**TASK DETAILS**.
Find every line of the records that has "lineWidth" and return it.

================================

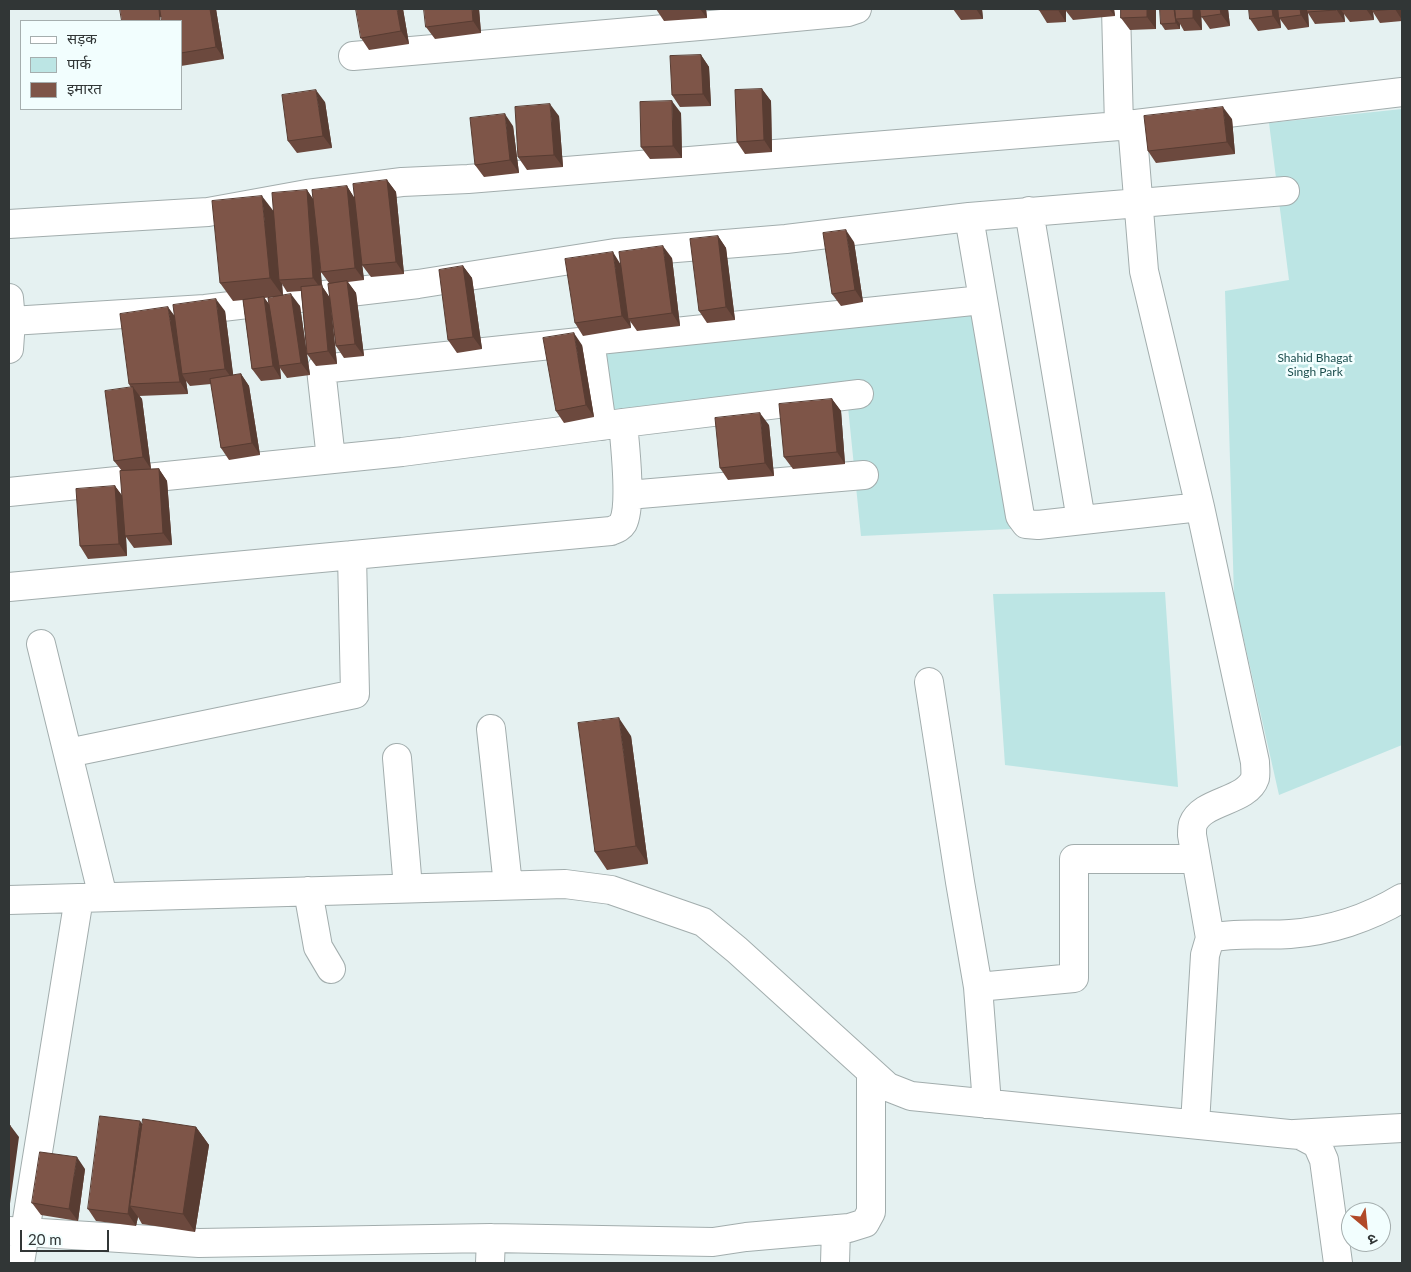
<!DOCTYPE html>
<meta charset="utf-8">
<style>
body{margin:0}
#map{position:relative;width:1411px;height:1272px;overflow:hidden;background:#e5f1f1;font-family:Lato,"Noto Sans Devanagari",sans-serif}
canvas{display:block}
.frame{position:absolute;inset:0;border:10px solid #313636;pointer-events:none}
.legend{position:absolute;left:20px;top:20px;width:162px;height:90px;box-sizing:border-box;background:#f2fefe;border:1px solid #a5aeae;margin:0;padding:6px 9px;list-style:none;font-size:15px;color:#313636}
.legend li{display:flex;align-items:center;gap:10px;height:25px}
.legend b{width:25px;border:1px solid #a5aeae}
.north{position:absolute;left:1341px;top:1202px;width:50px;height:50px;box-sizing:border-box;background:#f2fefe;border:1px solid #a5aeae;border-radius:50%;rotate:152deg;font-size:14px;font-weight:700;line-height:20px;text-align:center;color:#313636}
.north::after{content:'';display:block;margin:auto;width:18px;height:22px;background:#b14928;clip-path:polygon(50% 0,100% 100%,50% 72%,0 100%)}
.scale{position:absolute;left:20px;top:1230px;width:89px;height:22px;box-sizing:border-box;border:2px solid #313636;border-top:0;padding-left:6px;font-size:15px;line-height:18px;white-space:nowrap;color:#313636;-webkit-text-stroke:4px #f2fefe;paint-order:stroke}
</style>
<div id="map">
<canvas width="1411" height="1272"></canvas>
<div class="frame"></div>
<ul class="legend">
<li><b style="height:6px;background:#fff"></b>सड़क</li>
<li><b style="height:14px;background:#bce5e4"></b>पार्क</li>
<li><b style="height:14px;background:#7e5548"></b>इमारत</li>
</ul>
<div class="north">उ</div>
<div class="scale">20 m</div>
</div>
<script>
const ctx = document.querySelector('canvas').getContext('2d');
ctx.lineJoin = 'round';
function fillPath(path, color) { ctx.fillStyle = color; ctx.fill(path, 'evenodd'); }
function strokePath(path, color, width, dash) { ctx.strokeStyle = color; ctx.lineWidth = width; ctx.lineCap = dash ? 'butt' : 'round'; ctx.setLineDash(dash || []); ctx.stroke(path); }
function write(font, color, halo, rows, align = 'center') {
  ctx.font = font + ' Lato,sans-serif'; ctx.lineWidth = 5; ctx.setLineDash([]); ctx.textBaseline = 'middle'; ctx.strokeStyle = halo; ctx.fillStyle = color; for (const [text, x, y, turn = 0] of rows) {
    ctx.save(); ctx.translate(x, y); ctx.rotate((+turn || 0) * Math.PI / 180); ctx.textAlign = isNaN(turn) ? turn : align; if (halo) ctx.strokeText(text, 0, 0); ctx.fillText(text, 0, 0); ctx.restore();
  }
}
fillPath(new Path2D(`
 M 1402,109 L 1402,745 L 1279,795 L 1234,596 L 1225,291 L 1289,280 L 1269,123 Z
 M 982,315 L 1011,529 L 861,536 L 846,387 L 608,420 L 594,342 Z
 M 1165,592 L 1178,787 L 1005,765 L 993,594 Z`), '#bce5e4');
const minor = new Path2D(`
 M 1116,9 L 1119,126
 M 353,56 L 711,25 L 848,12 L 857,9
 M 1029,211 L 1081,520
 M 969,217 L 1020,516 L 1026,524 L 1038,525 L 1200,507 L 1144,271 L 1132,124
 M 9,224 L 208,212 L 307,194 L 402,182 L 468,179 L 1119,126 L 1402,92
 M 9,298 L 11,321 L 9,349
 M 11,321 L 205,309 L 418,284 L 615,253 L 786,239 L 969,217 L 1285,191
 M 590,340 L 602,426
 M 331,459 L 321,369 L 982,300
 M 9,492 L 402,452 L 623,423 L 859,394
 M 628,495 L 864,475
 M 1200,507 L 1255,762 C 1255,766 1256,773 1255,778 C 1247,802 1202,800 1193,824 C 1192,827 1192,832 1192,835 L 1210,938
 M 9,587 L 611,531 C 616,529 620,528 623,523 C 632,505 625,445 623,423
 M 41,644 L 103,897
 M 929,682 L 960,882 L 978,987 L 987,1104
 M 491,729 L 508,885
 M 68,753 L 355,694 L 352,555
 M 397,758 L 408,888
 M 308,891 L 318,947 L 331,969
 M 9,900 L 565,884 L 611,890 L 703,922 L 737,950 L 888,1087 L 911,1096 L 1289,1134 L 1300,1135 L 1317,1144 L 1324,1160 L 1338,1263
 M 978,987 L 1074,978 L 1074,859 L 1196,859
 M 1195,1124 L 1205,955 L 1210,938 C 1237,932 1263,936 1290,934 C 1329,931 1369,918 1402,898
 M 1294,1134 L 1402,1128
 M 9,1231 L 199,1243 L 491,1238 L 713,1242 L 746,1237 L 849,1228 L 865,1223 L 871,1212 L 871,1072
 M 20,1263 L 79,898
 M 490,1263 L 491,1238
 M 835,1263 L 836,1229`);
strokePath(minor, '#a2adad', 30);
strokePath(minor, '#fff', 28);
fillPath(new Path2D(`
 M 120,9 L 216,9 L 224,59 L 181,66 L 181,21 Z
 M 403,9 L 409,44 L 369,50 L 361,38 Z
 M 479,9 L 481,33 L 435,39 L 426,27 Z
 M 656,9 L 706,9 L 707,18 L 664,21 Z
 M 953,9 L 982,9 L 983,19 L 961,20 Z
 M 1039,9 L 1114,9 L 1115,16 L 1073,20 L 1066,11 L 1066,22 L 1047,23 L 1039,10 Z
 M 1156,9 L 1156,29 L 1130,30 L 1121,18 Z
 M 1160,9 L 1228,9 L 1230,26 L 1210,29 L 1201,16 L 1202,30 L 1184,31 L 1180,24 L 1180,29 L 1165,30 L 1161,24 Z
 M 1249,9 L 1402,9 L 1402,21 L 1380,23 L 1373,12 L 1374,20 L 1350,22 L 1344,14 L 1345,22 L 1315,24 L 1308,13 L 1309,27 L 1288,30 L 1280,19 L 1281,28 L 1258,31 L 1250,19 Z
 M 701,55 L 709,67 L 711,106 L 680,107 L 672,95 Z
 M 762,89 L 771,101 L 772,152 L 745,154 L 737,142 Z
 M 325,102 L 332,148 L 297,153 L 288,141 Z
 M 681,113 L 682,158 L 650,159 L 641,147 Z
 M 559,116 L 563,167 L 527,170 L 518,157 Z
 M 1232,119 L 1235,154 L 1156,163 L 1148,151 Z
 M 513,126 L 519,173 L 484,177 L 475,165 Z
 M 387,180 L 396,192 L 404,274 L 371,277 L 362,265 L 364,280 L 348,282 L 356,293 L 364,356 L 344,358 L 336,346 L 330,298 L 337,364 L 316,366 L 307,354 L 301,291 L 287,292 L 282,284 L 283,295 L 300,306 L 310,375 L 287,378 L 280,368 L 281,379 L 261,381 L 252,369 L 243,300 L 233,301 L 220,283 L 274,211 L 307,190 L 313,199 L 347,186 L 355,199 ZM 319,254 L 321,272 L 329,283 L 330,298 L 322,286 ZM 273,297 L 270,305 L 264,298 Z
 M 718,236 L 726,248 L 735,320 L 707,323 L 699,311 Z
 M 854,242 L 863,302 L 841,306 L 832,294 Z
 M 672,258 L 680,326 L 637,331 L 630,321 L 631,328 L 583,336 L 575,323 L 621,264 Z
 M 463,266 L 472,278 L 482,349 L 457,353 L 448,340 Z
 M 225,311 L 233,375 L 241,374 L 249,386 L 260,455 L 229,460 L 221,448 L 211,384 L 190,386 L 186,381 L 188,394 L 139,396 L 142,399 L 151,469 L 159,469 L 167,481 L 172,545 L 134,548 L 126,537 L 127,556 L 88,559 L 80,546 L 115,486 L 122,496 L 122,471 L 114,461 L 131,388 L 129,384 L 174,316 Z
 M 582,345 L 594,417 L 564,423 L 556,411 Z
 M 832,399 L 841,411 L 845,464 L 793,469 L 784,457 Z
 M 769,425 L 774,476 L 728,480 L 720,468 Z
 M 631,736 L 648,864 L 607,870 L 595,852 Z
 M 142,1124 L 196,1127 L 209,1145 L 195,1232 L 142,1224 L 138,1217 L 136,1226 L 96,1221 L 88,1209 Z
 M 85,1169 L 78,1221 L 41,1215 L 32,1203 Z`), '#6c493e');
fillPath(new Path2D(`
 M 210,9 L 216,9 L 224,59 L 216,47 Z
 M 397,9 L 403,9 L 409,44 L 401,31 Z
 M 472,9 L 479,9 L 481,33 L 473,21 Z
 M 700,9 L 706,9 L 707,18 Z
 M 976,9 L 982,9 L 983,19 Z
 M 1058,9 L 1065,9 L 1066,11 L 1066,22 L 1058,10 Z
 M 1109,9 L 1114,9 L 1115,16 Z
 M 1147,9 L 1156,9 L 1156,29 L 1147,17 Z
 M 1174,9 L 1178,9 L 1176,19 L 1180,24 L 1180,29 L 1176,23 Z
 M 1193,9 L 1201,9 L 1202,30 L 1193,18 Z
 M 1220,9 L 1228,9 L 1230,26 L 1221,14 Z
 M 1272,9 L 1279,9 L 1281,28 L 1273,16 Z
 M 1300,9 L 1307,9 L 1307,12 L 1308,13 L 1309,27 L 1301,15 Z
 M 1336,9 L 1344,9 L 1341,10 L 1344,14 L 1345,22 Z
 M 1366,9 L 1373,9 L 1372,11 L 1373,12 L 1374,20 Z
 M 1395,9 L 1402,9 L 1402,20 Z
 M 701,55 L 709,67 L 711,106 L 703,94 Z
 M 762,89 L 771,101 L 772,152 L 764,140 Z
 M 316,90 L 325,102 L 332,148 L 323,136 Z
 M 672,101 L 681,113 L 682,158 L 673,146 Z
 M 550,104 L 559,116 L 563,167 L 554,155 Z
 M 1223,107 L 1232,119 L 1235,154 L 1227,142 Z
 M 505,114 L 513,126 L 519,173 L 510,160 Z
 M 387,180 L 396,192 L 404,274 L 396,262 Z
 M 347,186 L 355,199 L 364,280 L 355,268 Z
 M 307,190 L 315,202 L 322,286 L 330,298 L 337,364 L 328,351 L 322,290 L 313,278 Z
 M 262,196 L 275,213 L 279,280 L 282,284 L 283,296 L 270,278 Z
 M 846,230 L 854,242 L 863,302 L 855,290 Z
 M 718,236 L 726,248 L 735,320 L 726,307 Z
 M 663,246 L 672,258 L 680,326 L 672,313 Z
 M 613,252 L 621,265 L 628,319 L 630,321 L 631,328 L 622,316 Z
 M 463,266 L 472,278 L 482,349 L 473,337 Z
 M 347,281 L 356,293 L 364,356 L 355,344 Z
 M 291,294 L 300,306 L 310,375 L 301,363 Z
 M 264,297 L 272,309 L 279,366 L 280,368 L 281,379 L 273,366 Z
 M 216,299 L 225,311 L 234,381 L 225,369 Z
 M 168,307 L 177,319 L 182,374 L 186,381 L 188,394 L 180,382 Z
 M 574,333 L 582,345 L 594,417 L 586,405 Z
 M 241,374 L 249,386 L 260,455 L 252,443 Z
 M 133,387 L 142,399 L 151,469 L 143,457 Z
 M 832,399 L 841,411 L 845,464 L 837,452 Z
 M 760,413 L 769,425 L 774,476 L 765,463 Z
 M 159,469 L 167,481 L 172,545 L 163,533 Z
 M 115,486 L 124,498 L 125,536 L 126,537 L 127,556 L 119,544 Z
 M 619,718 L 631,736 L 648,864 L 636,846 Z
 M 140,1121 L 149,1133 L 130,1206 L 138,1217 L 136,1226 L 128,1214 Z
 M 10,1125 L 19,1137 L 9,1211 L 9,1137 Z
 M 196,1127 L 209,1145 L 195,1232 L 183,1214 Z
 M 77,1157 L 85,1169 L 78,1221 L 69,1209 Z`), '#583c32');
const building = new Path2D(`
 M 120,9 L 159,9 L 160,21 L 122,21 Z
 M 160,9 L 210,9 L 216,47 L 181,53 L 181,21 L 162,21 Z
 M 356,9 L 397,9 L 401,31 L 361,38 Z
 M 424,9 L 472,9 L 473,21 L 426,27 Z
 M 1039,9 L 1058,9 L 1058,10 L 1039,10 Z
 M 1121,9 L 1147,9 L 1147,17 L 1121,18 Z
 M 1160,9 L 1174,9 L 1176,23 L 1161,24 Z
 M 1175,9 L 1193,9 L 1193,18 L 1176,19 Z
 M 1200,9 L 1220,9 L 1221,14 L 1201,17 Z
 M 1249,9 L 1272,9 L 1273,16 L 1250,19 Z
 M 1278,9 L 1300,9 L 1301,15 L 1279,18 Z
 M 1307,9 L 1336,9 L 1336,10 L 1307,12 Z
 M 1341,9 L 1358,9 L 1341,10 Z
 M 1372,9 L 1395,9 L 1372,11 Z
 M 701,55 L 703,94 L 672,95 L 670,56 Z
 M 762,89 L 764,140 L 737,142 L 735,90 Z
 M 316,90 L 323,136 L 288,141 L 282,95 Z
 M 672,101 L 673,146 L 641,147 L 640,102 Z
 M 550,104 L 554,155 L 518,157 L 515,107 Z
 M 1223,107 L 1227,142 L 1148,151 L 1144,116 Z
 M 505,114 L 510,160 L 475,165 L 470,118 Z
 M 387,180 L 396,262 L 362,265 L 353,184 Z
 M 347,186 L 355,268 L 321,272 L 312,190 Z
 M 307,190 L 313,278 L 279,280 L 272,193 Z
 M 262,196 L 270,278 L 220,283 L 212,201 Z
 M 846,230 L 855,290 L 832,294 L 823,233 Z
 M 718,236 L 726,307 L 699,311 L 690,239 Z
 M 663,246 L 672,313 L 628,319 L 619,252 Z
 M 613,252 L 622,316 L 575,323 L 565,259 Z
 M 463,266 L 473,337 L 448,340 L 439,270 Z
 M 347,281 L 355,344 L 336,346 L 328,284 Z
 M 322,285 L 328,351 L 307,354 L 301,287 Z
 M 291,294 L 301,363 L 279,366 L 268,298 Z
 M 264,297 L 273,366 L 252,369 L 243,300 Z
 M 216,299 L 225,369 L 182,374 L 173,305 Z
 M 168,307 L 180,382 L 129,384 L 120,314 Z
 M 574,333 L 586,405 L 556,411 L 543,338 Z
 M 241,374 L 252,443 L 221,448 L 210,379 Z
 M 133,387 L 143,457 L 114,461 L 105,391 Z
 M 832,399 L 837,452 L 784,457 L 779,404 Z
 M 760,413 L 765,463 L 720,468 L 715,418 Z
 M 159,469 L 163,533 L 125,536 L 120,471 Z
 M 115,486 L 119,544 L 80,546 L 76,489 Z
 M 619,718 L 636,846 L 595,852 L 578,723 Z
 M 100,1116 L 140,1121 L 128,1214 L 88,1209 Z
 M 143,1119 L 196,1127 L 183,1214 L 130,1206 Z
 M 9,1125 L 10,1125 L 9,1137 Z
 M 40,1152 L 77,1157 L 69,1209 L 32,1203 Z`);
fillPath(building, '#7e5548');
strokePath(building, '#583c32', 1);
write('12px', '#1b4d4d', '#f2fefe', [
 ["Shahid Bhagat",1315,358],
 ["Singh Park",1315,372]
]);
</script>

================================

**REPLY**.
function strokePath(path, color, width, dash) { ctx.strokeStyle = color; ctx.lineWidth = width; ctx.lineCap = dash ? 'butt' : 'round'; ctx.setLineDash(dash || []); ctx.stroke(path); }
  ctx.font = font + ' Lato,sans-serif'; ctx.lineWidth = 5; ctx.setLineDash([]); ctx.textBaseline = 'middle'; ctx.strokeStyle = halo; ctx.fillStyle = color; for (const [text, x, y, turn = 0] of rows) {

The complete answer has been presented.